§ WHAT YOU HAVE TO DO
Copy each line of the following material exactly.

§ GIVEN DATA
<<<<
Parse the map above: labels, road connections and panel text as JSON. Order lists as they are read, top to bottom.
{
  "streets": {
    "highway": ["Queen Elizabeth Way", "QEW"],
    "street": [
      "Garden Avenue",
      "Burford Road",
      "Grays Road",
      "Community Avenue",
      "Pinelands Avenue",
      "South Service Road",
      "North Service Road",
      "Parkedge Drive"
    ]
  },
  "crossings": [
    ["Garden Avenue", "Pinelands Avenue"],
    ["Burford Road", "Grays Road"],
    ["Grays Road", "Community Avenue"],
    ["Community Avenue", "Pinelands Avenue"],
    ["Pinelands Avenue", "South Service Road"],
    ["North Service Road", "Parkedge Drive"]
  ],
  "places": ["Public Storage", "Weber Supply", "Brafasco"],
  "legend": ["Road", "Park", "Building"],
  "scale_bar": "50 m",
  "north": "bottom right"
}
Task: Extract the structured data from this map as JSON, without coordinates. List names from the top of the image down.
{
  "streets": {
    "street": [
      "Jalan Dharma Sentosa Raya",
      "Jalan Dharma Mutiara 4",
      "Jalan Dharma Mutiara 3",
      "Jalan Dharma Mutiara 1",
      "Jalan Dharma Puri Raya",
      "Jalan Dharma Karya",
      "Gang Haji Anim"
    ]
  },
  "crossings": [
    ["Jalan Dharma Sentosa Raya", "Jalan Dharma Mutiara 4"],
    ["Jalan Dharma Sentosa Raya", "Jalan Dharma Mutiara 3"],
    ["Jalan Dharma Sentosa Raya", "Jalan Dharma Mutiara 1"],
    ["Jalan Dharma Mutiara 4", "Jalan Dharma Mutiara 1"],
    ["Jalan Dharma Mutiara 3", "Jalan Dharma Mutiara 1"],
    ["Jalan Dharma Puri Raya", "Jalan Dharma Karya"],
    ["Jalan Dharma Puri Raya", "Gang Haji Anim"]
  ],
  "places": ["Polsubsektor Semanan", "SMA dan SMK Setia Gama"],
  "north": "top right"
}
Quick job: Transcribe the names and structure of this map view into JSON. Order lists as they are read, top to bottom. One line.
>>>>
§ WRITTEN ANSWER
Parse the map above: labels, road connections and panel text as JSON. Order lists as they are read, top to bottom.
{
  "streets": {
    "highway": ["Queen Elizabeth Way", "QEW"],
    "street": [
      "Garden Avenue",
      "Burford Road",
      "Grays Road",
      "Community Avenue",
      "Pinelands Avenue",
      "South Service Road",
      "North Service Road",
      "Parkedge Drive"
    ]
  },
  "crossings": [
    ["Garden Avenue", "Pinelands Avenue"],
    ["Burford Road", "Grays Road"],
    ["Grays Road", "Community Avenue"],
    ["Community Avenue", "Pinelands Avenue"],
    ["Pinelands Avenue", "South Service Road"],
    ["North Service Road", "Parkedge Drive"]
  ],
  "places": ["Public Storage", "Weber Supply", "Brafasco"],
  "legend": ["Road", "Park", "Building"],
  "scale_bar": "50 m",
  "north": "bottom right"
}
Task: Extract the structured data from this map as JSON, without coordinates. List names from the top of the image down.
{
  "streets": {
    "street": [
      "Jalan Dharma Sentosa Raya",
      "Jalan Dharma Mutiara 4",
      "Jalan Dharma Mutiara 3",
      "Jalan Dharma Mutiara 1",
      "Jalan Dharma Puri Raya",
      "Jalan Dharma Karya",
      "Gang Haji Anim"
    ]
  },
  "crossings": [
    ["Jalan Dharma Sentosa Raya", "Jalan Dharma Mutiara 4"],
    ["Jalan Dharma Sentosa Raya", "Jalan Dharma Mutiara 3"],
    ["Jalan Dharma Sentosa Raya", "Jalan Dharma Mutiara 1"],
    ["Jalan Dharma Mutiara 4", "Jalan Dharma Mutiara 1"],
    ["Jalan Dharma Mutiara 3", "Jalan Dharma Mutiara 1"],
    ["Jalan Dharma Puri Raya", "Jalan Dharma Karya"],
    ["Jalan Dharma Puri Raya", "Gang Haji Anim"]
  ],
  "places": ["Polsubsektor Semanan", "SMA dan SMK Setia Gama"],
  "north": "top right"
}
Quick job: Transcribe the names and structure of this map view into JSON. Order lists as they are read, top to bottom. One line.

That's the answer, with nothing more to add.